[Opening Data supplied section]
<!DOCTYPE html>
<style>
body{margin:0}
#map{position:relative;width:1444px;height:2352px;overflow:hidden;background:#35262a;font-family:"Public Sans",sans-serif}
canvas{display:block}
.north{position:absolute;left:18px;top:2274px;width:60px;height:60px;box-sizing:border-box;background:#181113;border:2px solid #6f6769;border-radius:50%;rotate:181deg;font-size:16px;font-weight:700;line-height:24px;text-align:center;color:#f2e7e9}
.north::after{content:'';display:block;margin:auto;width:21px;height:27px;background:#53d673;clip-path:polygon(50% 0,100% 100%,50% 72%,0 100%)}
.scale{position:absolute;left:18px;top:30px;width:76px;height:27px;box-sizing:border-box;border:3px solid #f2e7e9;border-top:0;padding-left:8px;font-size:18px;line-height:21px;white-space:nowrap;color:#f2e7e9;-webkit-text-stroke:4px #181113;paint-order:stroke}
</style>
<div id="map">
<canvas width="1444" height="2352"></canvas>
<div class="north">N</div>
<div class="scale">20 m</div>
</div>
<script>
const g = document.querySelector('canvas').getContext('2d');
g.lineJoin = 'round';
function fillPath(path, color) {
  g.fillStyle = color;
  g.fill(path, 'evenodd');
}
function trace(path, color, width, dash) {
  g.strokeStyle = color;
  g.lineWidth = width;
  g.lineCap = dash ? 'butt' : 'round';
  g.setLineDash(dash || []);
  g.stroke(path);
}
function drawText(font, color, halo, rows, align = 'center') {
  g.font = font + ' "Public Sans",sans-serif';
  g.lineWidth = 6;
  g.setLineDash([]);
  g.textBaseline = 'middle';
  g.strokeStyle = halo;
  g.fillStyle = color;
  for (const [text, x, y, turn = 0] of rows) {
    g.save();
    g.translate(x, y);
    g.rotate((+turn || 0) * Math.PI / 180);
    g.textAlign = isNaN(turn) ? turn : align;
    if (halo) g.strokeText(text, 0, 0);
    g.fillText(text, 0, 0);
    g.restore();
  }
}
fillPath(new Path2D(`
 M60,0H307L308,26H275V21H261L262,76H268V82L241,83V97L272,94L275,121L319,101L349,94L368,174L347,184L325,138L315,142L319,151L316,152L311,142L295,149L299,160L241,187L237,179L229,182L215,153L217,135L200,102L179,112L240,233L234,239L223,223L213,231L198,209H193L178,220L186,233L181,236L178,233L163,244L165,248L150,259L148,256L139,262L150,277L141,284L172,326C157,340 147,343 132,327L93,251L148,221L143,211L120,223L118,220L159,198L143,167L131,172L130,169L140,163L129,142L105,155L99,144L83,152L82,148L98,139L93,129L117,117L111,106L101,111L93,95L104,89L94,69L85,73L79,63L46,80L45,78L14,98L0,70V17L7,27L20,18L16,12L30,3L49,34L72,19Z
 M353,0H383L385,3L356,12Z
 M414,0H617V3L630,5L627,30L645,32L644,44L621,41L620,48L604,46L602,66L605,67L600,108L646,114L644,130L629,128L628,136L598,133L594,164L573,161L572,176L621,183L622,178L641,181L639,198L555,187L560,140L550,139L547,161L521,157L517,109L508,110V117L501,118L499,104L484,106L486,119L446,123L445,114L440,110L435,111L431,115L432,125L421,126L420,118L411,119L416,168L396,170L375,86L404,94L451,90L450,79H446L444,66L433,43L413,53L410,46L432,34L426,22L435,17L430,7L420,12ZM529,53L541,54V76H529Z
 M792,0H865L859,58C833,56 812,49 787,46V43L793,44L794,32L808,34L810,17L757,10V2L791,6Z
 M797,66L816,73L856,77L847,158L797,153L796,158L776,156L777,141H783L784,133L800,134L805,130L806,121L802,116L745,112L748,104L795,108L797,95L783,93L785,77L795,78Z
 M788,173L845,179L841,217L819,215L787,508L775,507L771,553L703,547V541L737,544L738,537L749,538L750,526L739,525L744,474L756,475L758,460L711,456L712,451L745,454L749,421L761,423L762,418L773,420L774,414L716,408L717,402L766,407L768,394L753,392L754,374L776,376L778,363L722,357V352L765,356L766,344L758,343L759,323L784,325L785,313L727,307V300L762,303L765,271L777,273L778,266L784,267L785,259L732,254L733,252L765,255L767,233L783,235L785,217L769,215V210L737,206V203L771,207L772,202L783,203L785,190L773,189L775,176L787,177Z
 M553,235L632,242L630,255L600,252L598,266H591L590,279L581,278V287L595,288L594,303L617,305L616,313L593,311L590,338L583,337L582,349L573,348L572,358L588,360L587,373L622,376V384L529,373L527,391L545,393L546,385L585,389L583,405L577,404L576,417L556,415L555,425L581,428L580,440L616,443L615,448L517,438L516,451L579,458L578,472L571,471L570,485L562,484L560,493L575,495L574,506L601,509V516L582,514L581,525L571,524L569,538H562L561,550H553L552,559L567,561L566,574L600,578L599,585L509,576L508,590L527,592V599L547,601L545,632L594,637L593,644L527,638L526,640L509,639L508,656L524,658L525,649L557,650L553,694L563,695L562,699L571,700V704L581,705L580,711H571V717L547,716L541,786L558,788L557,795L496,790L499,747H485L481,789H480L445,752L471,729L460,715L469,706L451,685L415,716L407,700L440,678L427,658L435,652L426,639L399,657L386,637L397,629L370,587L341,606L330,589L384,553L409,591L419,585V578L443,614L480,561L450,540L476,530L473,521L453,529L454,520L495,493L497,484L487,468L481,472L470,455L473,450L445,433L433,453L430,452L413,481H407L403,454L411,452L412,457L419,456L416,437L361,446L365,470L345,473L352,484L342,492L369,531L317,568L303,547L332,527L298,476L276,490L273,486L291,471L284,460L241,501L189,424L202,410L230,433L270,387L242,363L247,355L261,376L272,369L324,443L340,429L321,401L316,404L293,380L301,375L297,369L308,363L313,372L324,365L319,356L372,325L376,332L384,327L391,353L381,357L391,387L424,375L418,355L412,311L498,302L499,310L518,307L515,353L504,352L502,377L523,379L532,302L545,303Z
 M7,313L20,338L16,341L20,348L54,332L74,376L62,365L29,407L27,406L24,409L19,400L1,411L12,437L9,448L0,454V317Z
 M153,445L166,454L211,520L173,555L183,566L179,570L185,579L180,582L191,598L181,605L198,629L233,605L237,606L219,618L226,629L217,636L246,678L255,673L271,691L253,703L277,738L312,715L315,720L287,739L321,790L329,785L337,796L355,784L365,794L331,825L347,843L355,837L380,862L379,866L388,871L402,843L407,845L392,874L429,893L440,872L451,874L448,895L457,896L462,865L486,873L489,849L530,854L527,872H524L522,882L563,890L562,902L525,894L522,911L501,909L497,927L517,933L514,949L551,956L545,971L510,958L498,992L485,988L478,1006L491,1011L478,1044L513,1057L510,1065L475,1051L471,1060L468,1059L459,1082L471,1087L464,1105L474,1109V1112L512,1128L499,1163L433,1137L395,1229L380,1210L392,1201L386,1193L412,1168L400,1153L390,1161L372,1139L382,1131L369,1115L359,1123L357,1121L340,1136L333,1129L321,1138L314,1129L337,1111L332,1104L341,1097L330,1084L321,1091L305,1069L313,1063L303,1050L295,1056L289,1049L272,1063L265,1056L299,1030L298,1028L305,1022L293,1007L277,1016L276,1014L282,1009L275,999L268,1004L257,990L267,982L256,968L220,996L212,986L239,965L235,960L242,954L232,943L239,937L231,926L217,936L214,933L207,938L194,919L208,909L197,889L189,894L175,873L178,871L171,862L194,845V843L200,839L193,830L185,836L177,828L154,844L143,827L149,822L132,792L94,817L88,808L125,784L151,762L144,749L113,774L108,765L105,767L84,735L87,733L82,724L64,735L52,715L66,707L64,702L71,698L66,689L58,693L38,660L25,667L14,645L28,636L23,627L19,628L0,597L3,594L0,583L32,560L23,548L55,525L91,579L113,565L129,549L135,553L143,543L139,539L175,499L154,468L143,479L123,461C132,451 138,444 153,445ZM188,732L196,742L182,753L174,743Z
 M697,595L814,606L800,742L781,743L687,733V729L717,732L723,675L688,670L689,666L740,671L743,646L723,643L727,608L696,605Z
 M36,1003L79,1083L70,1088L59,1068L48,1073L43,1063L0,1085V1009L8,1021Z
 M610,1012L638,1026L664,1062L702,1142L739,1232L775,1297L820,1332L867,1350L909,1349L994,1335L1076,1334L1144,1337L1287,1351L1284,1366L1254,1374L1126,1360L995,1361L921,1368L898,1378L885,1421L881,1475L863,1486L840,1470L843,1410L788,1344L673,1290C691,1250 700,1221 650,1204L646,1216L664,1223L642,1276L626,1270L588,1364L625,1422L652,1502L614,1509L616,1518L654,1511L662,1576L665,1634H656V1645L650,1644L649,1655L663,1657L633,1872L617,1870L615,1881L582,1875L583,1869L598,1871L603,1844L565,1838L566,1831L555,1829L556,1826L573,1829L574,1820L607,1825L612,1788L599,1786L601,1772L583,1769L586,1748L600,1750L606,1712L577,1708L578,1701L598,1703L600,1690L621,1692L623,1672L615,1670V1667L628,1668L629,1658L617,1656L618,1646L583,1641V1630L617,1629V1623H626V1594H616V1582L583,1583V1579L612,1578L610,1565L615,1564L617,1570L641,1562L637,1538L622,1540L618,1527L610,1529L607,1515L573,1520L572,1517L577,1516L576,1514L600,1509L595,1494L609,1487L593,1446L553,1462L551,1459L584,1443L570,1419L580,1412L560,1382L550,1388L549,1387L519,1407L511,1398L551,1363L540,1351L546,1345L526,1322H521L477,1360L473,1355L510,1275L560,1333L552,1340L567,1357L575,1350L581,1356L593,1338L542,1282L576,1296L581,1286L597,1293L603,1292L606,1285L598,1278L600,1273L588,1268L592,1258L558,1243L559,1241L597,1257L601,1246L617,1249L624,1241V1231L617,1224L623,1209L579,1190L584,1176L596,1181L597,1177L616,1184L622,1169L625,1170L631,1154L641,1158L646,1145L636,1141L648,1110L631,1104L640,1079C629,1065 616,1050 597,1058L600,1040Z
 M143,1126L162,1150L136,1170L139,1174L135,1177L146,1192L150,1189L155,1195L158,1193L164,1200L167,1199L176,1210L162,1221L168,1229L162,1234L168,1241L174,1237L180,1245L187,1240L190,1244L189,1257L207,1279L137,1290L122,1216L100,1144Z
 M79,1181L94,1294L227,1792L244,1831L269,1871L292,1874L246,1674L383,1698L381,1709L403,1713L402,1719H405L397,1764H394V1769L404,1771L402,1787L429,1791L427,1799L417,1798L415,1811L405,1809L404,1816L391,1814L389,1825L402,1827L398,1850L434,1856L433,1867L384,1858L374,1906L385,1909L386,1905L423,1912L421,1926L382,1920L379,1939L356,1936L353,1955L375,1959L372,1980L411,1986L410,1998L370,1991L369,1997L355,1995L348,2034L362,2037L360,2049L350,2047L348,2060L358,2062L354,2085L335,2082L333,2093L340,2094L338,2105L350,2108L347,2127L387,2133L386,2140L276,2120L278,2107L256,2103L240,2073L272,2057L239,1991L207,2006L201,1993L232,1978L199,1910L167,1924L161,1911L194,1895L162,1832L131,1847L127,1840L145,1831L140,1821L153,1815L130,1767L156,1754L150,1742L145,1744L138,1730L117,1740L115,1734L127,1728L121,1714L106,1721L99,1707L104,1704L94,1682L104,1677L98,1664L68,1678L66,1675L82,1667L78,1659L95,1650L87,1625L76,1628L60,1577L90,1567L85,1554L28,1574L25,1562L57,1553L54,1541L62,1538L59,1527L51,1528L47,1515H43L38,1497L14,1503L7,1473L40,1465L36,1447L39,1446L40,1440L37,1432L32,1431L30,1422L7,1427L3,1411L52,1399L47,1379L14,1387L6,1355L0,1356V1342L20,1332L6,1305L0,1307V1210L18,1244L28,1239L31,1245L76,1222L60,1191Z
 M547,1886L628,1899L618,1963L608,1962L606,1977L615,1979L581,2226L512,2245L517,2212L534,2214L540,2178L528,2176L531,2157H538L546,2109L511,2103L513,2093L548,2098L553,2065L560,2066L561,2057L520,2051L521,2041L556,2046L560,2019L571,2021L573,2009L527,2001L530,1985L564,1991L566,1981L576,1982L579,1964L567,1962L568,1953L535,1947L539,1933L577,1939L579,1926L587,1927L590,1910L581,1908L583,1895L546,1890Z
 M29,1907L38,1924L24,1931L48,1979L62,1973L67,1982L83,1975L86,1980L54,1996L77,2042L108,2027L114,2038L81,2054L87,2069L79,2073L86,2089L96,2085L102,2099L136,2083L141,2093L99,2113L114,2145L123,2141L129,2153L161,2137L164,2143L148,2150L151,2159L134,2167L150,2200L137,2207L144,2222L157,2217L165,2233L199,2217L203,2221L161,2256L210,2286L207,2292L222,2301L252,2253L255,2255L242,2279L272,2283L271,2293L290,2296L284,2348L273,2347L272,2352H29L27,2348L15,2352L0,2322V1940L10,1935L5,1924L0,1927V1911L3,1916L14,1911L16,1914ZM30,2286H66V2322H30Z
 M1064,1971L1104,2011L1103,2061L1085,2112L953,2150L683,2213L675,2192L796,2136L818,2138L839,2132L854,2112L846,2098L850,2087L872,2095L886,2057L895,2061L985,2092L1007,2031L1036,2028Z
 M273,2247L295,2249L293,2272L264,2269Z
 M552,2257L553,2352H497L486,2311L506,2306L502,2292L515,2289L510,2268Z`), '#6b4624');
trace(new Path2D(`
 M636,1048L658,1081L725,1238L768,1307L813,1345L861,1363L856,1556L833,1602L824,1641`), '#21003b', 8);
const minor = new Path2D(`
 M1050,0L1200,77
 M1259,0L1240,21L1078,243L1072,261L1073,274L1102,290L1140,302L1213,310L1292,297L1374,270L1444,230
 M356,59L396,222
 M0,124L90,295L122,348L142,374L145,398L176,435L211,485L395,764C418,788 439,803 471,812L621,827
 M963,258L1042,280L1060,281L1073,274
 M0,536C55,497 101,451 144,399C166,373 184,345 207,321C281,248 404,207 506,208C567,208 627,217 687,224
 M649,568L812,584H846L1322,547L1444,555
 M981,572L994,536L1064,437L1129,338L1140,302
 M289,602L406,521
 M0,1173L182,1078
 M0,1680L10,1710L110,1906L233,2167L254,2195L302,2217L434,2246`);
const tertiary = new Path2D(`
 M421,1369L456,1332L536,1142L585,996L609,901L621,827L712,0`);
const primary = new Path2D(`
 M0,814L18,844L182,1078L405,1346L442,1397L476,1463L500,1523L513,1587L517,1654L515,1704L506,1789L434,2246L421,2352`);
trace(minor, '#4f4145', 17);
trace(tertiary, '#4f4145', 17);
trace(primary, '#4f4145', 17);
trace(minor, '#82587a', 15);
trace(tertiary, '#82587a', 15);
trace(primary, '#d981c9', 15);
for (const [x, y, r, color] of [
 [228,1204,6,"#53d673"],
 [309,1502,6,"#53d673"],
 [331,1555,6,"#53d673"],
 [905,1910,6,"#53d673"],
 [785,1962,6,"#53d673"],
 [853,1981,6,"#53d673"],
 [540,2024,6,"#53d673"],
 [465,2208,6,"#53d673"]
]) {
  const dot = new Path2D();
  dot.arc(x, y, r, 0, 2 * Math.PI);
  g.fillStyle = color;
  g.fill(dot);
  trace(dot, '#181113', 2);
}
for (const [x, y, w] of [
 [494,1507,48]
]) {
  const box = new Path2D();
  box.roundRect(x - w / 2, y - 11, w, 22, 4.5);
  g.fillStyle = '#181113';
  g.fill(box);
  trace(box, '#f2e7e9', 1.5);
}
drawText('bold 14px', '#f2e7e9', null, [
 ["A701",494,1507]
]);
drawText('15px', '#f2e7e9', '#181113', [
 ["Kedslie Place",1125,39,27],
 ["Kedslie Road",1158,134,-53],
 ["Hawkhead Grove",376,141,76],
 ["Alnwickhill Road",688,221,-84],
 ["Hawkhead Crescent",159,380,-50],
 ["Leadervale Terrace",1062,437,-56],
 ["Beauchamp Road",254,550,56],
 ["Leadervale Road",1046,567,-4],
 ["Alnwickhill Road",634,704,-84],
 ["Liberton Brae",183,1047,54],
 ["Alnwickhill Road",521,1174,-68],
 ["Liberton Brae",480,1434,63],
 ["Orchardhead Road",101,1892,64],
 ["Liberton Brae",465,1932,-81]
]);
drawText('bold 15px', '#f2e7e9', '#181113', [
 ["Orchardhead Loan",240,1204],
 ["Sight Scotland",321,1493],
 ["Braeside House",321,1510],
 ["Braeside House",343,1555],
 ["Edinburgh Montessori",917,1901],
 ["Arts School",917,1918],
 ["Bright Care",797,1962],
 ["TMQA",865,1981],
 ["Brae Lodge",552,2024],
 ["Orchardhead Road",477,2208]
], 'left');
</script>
[Closing Data supplied section]
Task objective - When you reach the line that contains "g.font = font", stop; that line and every line before it, from the very first line of the data, should be restated word for word.

Problem solution -
<!DOCTYPE html>
<style>
body{margin:0}
#map{position:relative;width:1444px;height:2352px;overflow:hidden;background:#35262a;font-family:"Public Sans",sans-serif}
canvas{display:block}
.north{position:absolute;left:18px;top:2274px;width:60px;height:60px;box-sizing:border-box;background:#181113;border:2px solid #6f6769;border-radius:50%;rotate:181deg;font-size:16px;font-weight:700;line-height:24px;text-align:center;color:#f2e7e9}
.north::after{content:'';display:block;margin:auto;width:21px;height:27px;background:#53d673;clip-path:polygon(50% 0,100% 100%,50% 72%,0 100%)}
.scale{position:absolute;left:18px;top:30px;width:76px;height:27px;box-sizing:border-box;border:3px solid #f2e7e9;border-top:0;padding-left:8px;font-size:18px;line-height:21px;white-space:nowrap;color:#f2e7e9;-webkit-text-stroke:4px #181113;paint-order:stroke}
</style>
<div id="map">
<canvas width="1444" height="2352"></canvas>
<div class="north">N</div>
<div class="scale">20 m</div>
</div>
<script>
const g = document.querySelector('canvas').getContext('2d');
g.lineJoin = 'round';
function fillPath(path, color) {
  g.fillStyle = color;
  g.fill(path, 'evenodd');
}
function trace(path, color, width, dash) {
  g.strokeStyle = color;
  g.lineWidth = width;
  g.lineCap = dash ? 'butt' : 'round';
  g.setLineDash(dash || []);
  g.stroke(path);
}
function drawText(font, color, halo, rows, align = 'center') {
  g.font = font + ' "Public Sans",sans-serif';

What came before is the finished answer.